Не помня себя бросился к трапу. Меня уже ждали. Антона я не видел. В тот момент, признаться, было не до него.
События развертывались стремительно. По команде руководителя аквапланистов катера рванулись с места. Я встал на ноги и почувствовал привычное, живое дрожание акваплана. Ну, теперь меня не отдерешь от него даже силой! Я слился с аквапланом. Вперед!
Мы понеслись к трибунам. Рядом мчался катер с операторами.
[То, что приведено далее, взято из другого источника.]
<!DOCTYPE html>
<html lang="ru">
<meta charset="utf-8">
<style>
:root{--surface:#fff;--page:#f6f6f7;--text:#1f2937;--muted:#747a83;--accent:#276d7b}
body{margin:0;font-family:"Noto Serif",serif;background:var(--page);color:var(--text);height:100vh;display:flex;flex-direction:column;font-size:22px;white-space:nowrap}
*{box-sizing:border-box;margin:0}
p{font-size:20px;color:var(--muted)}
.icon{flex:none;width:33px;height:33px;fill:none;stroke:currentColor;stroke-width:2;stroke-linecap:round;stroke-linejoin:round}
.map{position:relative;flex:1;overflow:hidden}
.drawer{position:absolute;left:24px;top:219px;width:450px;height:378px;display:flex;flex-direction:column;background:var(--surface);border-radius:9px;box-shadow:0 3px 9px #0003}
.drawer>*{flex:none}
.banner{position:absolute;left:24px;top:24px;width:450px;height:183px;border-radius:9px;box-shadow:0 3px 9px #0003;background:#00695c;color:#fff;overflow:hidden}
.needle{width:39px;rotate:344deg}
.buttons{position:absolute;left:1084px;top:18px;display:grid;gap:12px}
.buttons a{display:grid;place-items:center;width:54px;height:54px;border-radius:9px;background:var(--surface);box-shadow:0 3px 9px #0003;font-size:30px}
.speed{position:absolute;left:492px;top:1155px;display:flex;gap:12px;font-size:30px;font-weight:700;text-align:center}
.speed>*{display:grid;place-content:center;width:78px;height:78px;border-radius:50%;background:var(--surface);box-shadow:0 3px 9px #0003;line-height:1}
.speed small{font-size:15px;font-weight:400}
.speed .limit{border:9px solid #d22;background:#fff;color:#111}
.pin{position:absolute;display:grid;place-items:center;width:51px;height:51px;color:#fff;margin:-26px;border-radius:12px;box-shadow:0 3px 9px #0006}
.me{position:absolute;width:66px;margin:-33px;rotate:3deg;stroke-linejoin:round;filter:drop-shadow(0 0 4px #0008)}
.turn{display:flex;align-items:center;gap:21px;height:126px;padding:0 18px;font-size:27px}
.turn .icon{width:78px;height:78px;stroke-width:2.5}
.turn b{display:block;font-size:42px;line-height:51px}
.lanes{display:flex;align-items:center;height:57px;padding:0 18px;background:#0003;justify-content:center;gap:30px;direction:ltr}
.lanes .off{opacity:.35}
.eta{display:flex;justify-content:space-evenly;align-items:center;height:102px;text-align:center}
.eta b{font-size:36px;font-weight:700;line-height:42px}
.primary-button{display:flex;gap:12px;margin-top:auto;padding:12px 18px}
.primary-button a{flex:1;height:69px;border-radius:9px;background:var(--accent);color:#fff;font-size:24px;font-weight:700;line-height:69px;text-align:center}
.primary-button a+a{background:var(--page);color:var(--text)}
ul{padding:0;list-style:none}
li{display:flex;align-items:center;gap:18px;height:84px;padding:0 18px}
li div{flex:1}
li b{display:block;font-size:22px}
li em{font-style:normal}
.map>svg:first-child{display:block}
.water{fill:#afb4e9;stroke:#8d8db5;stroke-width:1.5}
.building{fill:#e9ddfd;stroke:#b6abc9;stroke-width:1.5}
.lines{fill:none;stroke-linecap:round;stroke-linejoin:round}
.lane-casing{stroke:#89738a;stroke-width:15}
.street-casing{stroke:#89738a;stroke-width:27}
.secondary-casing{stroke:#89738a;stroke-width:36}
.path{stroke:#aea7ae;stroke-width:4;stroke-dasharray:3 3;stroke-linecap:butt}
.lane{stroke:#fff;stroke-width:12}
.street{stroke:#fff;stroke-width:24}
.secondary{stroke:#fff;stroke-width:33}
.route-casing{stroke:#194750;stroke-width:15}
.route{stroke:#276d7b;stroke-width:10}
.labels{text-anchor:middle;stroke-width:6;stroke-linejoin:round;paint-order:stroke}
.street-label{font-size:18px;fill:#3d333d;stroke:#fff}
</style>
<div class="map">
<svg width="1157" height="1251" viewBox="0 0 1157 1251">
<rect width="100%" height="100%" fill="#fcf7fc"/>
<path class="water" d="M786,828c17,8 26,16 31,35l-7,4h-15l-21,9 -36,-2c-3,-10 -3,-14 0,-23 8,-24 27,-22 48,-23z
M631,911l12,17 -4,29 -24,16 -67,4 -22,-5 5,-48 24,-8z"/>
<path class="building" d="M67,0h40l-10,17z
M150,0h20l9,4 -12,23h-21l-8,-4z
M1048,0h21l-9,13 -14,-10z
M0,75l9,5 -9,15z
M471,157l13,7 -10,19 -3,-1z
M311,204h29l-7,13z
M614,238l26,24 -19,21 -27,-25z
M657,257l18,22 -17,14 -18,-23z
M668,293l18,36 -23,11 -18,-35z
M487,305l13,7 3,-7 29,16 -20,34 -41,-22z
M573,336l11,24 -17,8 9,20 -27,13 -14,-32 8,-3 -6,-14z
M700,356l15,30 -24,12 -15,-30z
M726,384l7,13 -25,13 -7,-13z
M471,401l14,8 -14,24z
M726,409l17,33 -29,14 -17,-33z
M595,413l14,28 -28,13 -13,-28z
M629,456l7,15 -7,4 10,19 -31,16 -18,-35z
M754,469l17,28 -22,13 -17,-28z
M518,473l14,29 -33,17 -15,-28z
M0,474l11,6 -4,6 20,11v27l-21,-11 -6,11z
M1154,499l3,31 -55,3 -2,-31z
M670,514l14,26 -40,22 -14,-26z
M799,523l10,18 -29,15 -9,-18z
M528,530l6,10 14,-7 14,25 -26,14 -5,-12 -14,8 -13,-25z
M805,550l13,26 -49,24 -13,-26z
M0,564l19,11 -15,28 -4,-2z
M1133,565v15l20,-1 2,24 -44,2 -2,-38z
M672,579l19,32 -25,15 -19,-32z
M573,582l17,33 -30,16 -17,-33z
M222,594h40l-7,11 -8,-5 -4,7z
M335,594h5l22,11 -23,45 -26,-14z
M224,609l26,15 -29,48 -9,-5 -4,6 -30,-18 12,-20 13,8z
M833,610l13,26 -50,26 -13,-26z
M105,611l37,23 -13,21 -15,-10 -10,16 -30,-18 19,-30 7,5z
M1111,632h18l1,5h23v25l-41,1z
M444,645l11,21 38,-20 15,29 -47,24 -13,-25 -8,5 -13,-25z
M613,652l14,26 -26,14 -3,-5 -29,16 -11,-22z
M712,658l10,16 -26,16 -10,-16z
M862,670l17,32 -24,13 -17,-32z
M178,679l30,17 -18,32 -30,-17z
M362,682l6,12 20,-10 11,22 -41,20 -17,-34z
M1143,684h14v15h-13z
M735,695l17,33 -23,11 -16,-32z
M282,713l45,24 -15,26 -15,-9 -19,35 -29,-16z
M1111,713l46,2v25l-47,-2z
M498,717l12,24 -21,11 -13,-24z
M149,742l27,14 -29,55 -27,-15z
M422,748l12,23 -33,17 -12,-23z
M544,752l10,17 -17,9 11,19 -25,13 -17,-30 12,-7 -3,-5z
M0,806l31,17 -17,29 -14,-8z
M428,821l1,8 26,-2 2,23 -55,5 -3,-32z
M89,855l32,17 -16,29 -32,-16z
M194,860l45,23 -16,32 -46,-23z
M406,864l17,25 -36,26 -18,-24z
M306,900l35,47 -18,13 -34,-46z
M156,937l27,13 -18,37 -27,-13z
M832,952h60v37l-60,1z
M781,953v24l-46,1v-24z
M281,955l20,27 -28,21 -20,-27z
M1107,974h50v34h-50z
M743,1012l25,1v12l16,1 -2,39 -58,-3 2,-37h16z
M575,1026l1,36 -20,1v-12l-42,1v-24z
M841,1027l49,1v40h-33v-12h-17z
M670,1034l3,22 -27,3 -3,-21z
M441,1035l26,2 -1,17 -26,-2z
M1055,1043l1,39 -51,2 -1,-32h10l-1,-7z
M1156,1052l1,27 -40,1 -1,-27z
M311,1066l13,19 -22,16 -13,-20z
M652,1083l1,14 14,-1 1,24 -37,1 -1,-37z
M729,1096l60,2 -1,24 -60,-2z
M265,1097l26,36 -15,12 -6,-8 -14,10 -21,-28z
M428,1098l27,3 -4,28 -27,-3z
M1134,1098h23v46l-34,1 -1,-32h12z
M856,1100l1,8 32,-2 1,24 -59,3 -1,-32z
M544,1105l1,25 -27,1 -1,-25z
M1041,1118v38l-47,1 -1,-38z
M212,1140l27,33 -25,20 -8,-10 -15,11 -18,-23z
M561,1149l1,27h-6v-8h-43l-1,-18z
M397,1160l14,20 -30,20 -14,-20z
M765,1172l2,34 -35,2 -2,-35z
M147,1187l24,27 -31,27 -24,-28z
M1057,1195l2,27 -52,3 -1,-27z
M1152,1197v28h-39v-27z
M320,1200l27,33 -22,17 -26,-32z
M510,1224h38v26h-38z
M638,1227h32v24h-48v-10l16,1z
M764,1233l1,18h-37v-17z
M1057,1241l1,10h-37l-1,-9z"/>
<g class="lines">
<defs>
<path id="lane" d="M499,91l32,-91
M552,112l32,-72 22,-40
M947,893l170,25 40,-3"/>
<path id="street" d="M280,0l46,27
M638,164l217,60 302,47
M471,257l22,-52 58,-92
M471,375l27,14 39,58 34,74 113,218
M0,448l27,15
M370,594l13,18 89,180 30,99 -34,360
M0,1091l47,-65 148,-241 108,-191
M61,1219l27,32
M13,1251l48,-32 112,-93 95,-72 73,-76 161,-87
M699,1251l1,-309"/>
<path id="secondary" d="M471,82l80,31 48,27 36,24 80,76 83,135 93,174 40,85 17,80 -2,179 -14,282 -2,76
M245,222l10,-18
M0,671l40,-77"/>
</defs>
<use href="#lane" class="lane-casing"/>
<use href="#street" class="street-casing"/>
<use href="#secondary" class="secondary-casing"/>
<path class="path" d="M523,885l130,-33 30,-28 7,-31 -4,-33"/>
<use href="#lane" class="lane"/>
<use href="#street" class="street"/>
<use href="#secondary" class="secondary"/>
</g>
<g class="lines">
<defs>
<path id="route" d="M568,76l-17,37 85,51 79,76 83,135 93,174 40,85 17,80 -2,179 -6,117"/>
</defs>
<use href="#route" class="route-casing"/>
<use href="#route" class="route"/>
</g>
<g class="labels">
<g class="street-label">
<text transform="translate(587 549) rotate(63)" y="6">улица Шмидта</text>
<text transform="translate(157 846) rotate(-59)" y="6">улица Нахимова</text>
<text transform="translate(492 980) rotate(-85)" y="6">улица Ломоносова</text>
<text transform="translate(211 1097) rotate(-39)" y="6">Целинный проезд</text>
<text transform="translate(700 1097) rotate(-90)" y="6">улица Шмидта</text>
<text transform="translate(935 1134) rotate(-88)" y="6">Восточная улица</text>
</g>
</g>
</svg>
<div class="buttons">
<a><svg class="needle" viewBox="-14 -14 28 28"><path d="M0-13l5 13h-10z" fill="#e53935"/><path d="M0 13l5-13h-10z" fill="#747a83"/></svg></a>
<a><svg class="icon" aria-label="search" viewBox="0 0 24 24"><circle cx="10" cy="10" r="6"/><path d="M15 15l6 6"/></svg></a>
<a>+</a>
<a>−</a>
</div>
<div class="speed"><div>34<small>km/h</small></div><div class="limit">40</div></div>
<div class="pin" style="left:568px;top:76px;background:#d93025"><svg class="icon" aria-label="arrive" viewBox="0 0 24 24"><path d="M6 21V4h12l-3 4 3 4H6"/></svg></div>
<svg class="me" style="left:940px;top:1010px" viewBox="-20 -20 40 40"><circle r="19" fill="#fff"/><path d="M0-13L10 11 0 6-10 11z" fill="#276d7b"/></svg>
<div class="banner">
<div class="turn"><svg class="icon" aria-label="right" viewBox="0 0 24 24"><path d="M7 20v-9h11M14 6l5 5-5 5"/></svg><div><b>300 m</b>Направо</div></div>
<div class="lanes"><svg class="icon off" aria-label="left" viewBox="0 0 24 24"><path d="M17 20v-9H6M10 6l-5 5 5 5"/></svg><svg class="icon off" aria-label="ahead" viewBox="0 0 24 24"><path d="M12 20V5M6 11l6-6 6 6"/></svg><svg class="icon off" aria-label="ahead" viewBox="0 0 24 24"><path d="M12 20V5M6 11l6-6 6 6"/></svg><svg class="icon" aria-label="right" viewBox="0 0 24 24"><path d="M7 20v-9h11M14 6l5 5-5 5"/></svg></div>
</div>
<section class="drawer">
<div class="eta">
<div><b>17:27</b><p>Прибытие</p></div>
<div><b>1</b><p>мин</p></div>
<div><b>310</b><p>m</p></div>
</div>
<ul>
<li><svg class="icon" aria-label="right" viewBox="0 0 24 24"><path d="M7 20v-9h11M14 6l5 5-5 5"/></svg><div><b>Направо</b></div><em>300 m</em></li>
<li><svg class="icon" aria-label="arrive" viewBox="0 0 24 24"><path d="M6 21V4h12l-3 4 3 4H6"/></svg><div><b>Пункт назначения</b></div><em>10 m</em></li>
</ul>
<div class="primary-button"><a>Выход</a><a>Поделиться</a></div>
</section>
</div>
Сейчас па меня смотрели тысячи глаз с трибун и фиолетовые зрачки кинокамер. Привычно и празднично гудел ветер. В какой-то момент я услышал грохот аплодисментов.
Уже гораздо позже я вспомнил об Антоне. Почему все же на акваплане пошел я, а не он?
Я пошел к Сенюшкину и спросил его об этом.
Капитан-лейтенант недоуменно пожал плечами и ответил:
— Разве вы не знали? Ваш товарищ сказал, что он плохо себя чувствует.
Жгучая кровь бросилась мне в лицо. Я отлично знал, что Антон не болен. И вообще я сомневался, что он когда- нибудь может заболеть. Значит… значит, отказался только ради меня?
Я бросился в кубрик. Антона там не было. Выскочил на бак, обежал всю палубу и нашел его на ходовом мостике. Антон смотрел на бухту. В синеве небес полоскались флаги. Я подошел к Антону. В тот момент я не видел ни флагов, ни кораблей, ни моря, ни неба. Я видел его лицо, его глаза. Если бы снять в ту минуту на пленку это лицо, оно, конечно, заняло бы весь экран.
Я сказал хрипло:
— Спасибо тебе, дружище. — И добавил: — Прости меня, если можешь.
Антон улыбнулся знакомой мне добродушной улыбкой.
— К чему эти сентиментальности? Мы же друзья.